Es ist jedoch fraglich, ob diese Variante den gesetzlichen Anforderungen gerecht wird.
Nach Erwägungsgrund 56 können in kleineren Unternehmen Mitarbeitende in Doppelfunktionen für die interne Meldestelle in Betracht kommen. Neben u.a. Leitenden der Compliance Abteilungen und Integritätsbeauftragten, werden auch Datenschutzbeauftragte genannt. Dieselbe Ansicht wird vom Berufsverband der Datenschutzbeauftragten Deutschlands (BvD) vertreten. Die Ernennung eines betrieblichen Datenschutzbeauftragten als interne Meldestelle sei laut BvD eine gute Möglichkeit für kleine und mittlere Unternehmen (KMU), die gesetzlichen Anforderungen pragmatisch zu erfüllen. Außerdem seien Datenschutzbeauftragte aufgrund folgender Gründe besonders gut für die interne Meldestelle geeignet:
- Vorhandene Qualifikation,
- Unabhängigkeit bei der Ausübung ihrer Tätigkeit,
- Vertrautheit mit den Anforderungen der Vertraulichkeit und Geheimhaltung/Verschwiegenheit.
Trotz Erwägungsgrund 56 bestehen Zweifel, ob die Bestellung eines Datenschutzbeauftragten als interne Meldestelle sinnvoll und überhaupt rechtmäßig ist. Der Grund hierfür ist, dass Erwägungsgründe nur zu Auslegung von gesetzlichen Regelungen herangezogen werden und keine Rechtskraft besitzen. Über den Erwägungsgrund 56 hinaus beinhaltet die WB-Richtlinie jedoch keine diesbezüglichen Ausführungen. Ob ein betrieblicher Datenschutzbeauftragter als interne Meldestelle in Betracht kommt, richtet sich daher nach den Regelungen der DS-GVO.
Nach Art. 39 Abs. 1 DS-GVO obliegen Datenschutzbeauftragten in erster Linie folgende Aufgaben:
- Unterrichtung und Beratung des Verantwortlichen oder des Auftragsverarbeiters und der Beschäftigten, die Verarbeitungen durchführen, hinsichtlich ihrer Pflichten nach dieser Verordnung sowie nach sonstigen Datenschutzvorschriften der Union bzw. der Mitgliedsstaaten.
- die Überwachung der Einhaltung der DS-GVO, anderer Datenschutzvorschriften der Union bzw. der Mitgliedsstaaten sowie der Strategien des Verantwortlichen oder des Auftragsverarbeiters für den Schutz personenbezogener Daten einschließlich der Zuweisung von Zuständigkeiten, der Sensibilisierung und Schulung der an den Verarbeitungsvorgängen beteiligten Mitarbeitenden und der diesbezüglichen Überprüfungen.

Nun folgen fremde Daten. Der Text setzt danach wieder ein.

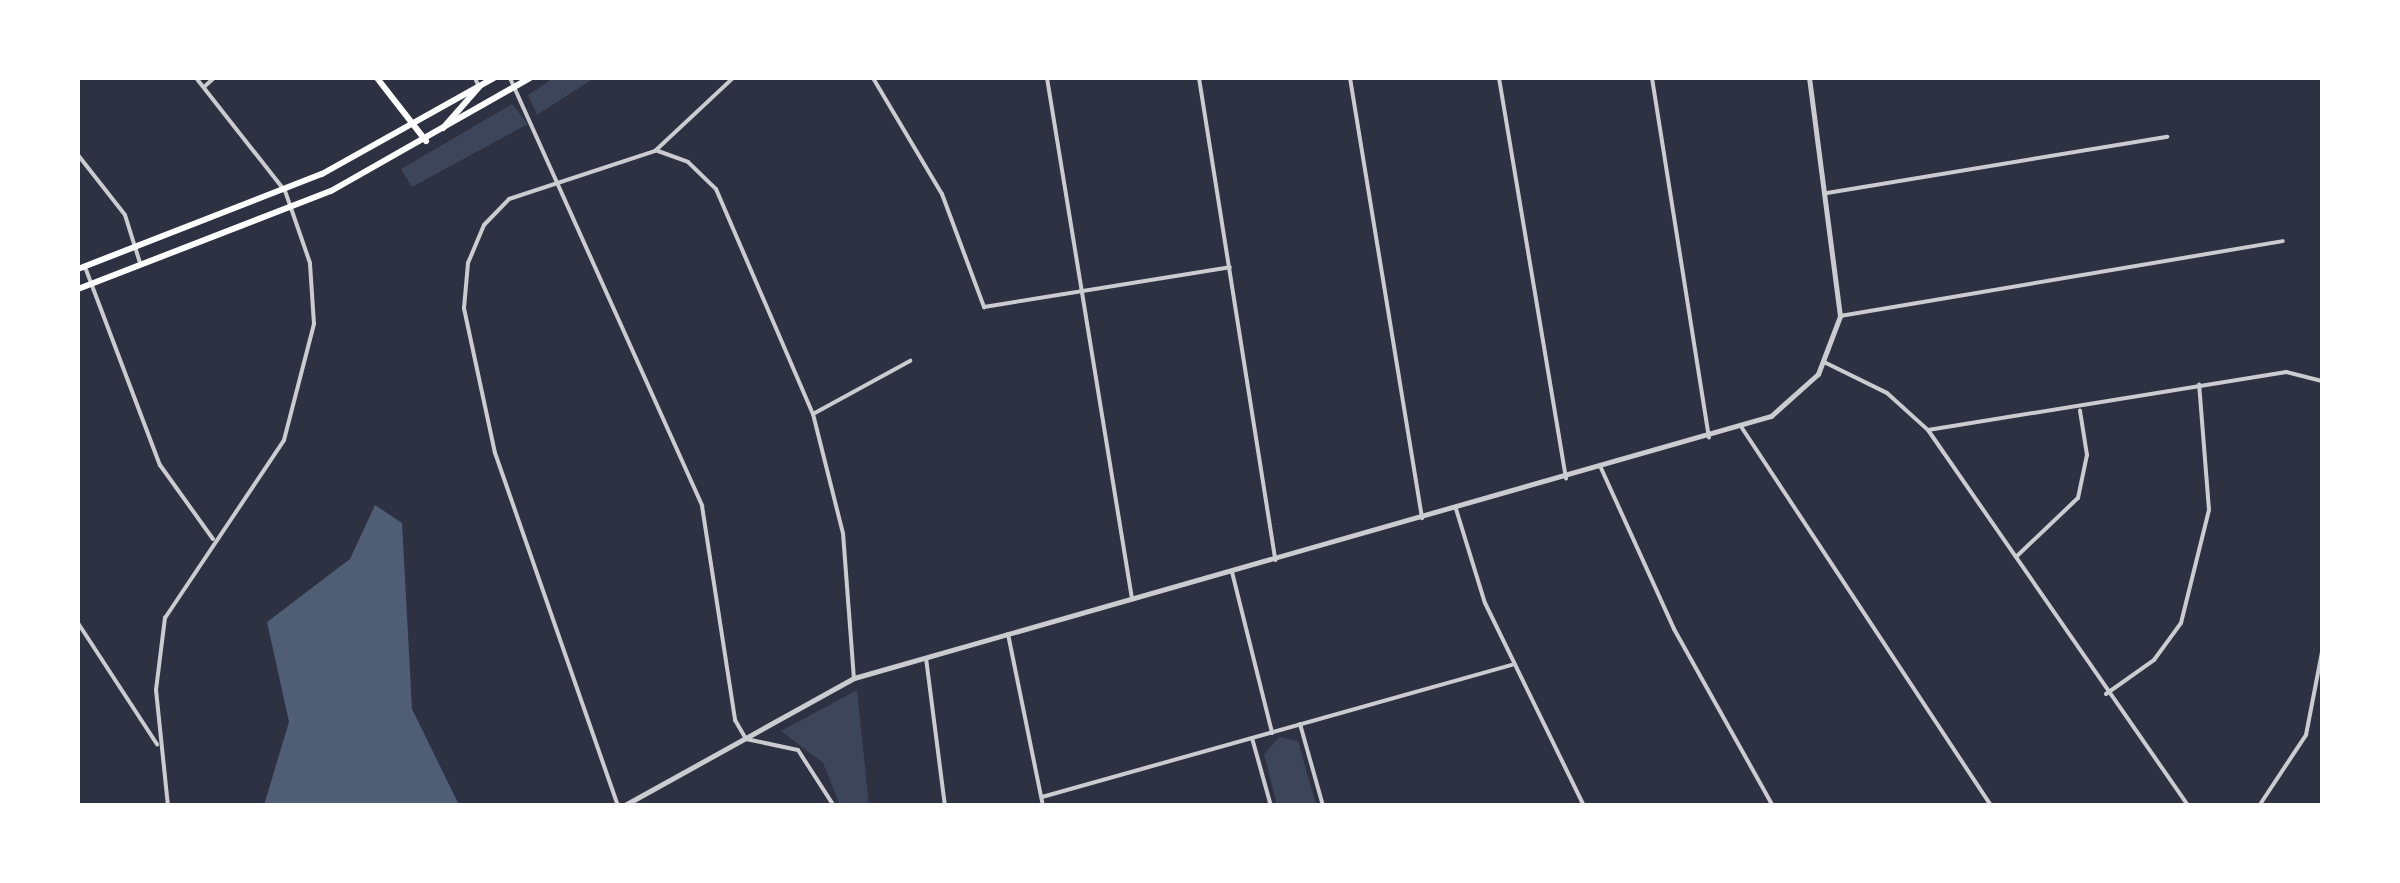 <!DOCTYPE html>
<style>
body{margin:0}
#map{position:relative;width:2400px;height:883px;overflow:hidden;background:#2d3142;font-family:"Space Grotesk",sans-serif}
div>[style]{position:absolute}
.green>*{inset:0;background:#3c4559}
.water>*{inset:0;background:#4f5d75}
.minor>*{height:4px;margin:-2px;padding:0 2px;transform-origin:2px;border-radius:2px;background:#caccd0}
.tertiary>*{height:5px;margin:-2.5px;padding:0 2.5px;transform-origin:2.5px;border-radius:2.5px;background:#caccd0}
.primary>*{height:6px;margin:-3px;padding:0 3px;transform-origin:3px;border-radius:3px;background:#fff}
span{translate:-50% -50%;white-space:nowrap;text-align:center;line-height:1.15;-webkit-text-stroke:9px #fff;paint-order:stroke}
.frame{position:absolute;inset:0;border:80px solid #fff;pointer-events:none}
</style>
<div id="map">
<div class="green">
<i style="clip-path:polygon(553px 78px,594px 78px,537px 115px,528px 95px)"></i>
<i style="clip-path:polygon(512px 104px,528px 124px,412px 187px,401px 169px)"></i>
<i style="clip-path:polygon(857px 690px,869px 805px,840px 805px,823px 763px,781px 731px)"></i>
<i style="clip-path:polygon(1279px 737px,1298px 741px,1316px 805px,1277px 805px,1264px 754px)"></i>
</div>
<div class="water">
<i style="clip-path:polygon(375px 505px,402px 523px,412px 709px,459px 805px,264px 805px,289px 722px,267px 622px,350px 559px)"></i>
</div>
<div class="minor">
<i style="left:475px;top:78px;width:10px;rotate:66deg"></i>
<i style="left:510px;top:78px;width:469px;rotate:65.8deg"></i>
<i style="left:702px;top:506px;width:217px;rotate:81.2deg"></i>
<i style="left:735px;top:720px;width:22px;rotate:60deg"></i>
<i style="left:746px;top:739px;width:53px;rotate:11.9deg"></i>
<i style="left:798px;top:750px;width:67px;rotate:57.3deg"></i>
<i style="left:873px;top:78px;width:135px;rotate:59.3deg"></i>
<i style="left:942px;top:194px;width:121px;rotate:69.6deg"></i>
<i style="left:984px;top:307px;width:249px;rotate:-9.2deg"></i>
<i style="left:1047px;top:78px;width:528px;rotate:80.73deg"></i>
<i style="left:1199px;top:78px;width:488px;rotate:81deg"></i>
<i style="left:1350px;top:78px;width:446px;rotate:80.7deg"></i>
<i style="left:1499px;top:78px;width:406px;rotate:80.5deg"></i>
<i style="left:1652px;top:78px;width:364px;rotate:81deg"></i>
<i style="left:204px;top:87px;width:13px;rotate:-42deg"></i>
<i style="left:658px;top:151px;width:32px;rotate:20deg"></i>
<i style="left:688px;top:162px;width:39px;rotate:44deg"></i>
<i style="left:716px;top:189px;width:245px;rotate:66.7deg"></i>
<i style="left:813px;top:414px;width:123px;rotate:75.9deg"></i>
<i style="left:843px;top:533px;width:145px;rotate:85.7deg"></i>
<i style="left:78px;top:155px;width:76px;rotate:51.9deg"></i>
<i style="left:125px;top:215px;width:50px;rotate:72.6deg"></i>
<i style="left:1827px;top:193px;width:345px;rotate:-9.4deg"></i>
<i style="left:85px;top:267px;width:212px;rotate:69.3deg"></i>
<i style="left:160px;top:465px;width:91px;rotate:54.4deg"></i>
<i style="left:1840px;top:316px;width:449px;rotate:-9.6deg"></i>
<i style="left:1824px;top:362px;width:70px;rotate:26.2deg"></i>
<i style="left:1887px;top:393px;width:55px;rotate:42.1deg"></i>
<i style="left:1928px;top:430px;width:457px;rotate:55.3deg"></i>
<i style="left:813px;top:414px;width:111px;rotate:-28.7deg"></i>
<i style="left:1742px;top:428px;width:453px;rotate:56.6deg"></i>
<i style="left:1928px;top:430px;width:363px;rotate:-9.2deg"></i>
<i style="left:2286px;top:372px;width:37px;rotate:14deg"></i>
<i style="left:1601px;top:468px;width:177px;rotate:65.6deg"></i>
<i style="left:1674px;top:629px;width:203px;rotate:60.8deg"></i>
<i style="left:1456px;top:509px;width:98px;rotate:72.9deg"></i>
<i style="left:1485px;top:603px;width:226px;rotate:64deg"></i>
<i style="left:2017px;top:556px;width:84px;rotate:-43.6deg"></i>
<i style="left:2078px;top:498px;width:44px;rotate:-78.2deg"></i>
<i style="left:2087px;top:455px;width:45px;rotate:-99deg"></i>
<i style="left:1232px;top:572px;width:166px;rotate:76deg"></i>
<i style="left:78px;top:623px;width:145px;rotate:56.9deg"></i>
<i style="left:1008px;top:634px;width:176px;rotate:78.5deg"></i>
<i style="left:926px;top:658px;width:149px;rotate:82.7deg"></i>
<i style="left:2106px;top:694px;width:59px;rotate:-35.3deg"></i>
<i style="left:2154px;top:660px;width:46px;rotate:-53.9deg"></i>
<i style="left:2181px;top:623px;width:116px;rotate:-76.1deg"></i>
<i style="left:2209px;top:510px;width:126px;rotate:-94.5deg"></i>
<i style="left:1300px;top:724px;width:85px;rotate:74.3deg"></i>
<i style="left:1252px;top:738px;width:71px;rotate:74.4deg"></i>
<i style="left:1042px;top:797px;width:488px;rotate:-15.7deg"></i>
<i style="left:168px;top:806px;width:117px;rotate:-95.9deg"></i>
<i style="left:156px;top:690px;width:73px;rotate:-82.9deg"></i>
<i style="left:165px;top:618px;width:214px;rotate:-56.2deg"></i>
<i style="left:284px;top:440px;width:120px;rotate:-75.5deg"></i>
<i style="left:314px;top:324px;width:61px;rotate:-93.8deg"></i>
<i style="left:310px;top:263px;width:76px;rotate:-109.1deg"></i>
<i style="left:285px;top:191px;width:144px;rotate:-128.2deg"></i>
<i style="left:618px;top:806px;width:374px;rotate:-109.2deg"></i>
<i style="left:495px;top:453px;width:148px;rotate:-102.1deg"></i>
<i style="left:464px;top:308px;width:45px;rotate:-84.9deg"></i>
<i style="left:468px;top:263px;width:41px;rotate:-67.2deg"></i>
<i style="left:484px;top:225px;width:36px;rotate:-46deg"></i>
<i style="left:509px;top:199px;width:154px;rotate:-18.2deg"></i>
<i style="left:655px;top:151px;width:107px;rotate:-43.1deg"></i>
<i style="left:2259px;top:806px;width:85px;rotate:-56.5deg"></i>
<i style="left:2306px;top:735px;width:85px;rotate:-79.1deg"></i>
</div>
<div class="tertiary">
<i style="left:623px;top:806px;width:264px;rotate:-29deg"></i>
<i style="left:854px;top:678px;width:954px;rotate:-15.95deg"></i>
<i style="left:1771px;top:416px;width:63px;rotate:-41.8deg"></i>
<i style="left:1818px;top:374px;width:62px;rotate:-69.2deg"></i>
<i style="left:1840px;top:316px;width:240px;rotate:-97.4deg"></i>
</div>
<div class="primary">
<i style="left:377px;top:78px;width:80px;rotate:52.1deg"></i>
<i style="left:443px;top:128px;width:55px;rotate:-48.7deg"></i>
<i style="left:78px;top:269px;width:262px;rotate:-21.3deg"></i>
<i style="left:322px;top:174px;width:197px;rotate:-29.2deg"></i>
<i style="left:78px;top:289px;width:271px;rotate:-21.2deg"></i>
<i style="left:331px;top:191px;width:229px;rotate:-29.6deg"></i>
</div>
<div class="frame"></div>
</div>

- Beratung – auf Anfrage – im Zusammenhang mit der Datenschutz-Folgenabschätzung und Überwachung ihrer Durchführung gem. Art. 35 DS-GVO.
Nach Art. 38 Abs. 6. S.1 DS-GVO können Datenschutzbeauftragten jedoch weitere Aufgaben übertragen werden. Dasselbe gilt gem. der Richtlinie für die internen Meldestellen. Somit würde einer Doppelfunktion als Datenschutzbeauftragten und internen Meldestelle grundsätzlich nichts entgegenstehen. Voraussetzung für eine parallele Tätigkeit als Datenschutzbeauftragter und interne Meldestelle ist jedoch sowohl nach der Richtlinie als auch nach der DS-GVO, dass kein Interessenkonflikt zwischen den Tätigkeiten entsteht. Auch das BvD wies in seiner Stellungnahme darauf hin, dass die Rahmenbedingungen so gestaltet sein müssen, dass Interessenkonflikte vermieden werden. Maßgebend hierfür ist Erwägungsgrund 97 S.4 DS-GVO. Demnach sollten derartige Datenschutzbeauftragte unabhängig davon, ob es sich bei ihnen um Beschäftigte des Verantwortlichen oder nicht, ihre Pflichten und Aufgaben in vollständiger Unabhängigkeit ausüben können.
Interessenkonflikte im Sinne der DS-GVO können vorliegen:
- wenn Datenschutzbeauftragte aufgrund der zusätzlichen Tätigkeit der internen Meldestelle in die Rechte und Freiheiten betroffener Personen eingreifen.
- wenn durch die Tätigkeit als Beauftragter für interne Meldestellen, die Festlegung von Zwecken und Mitteln der Datenverarbeitung mit sich bringen und der Datenschutzbeauftragte sich selbst überwachen muss.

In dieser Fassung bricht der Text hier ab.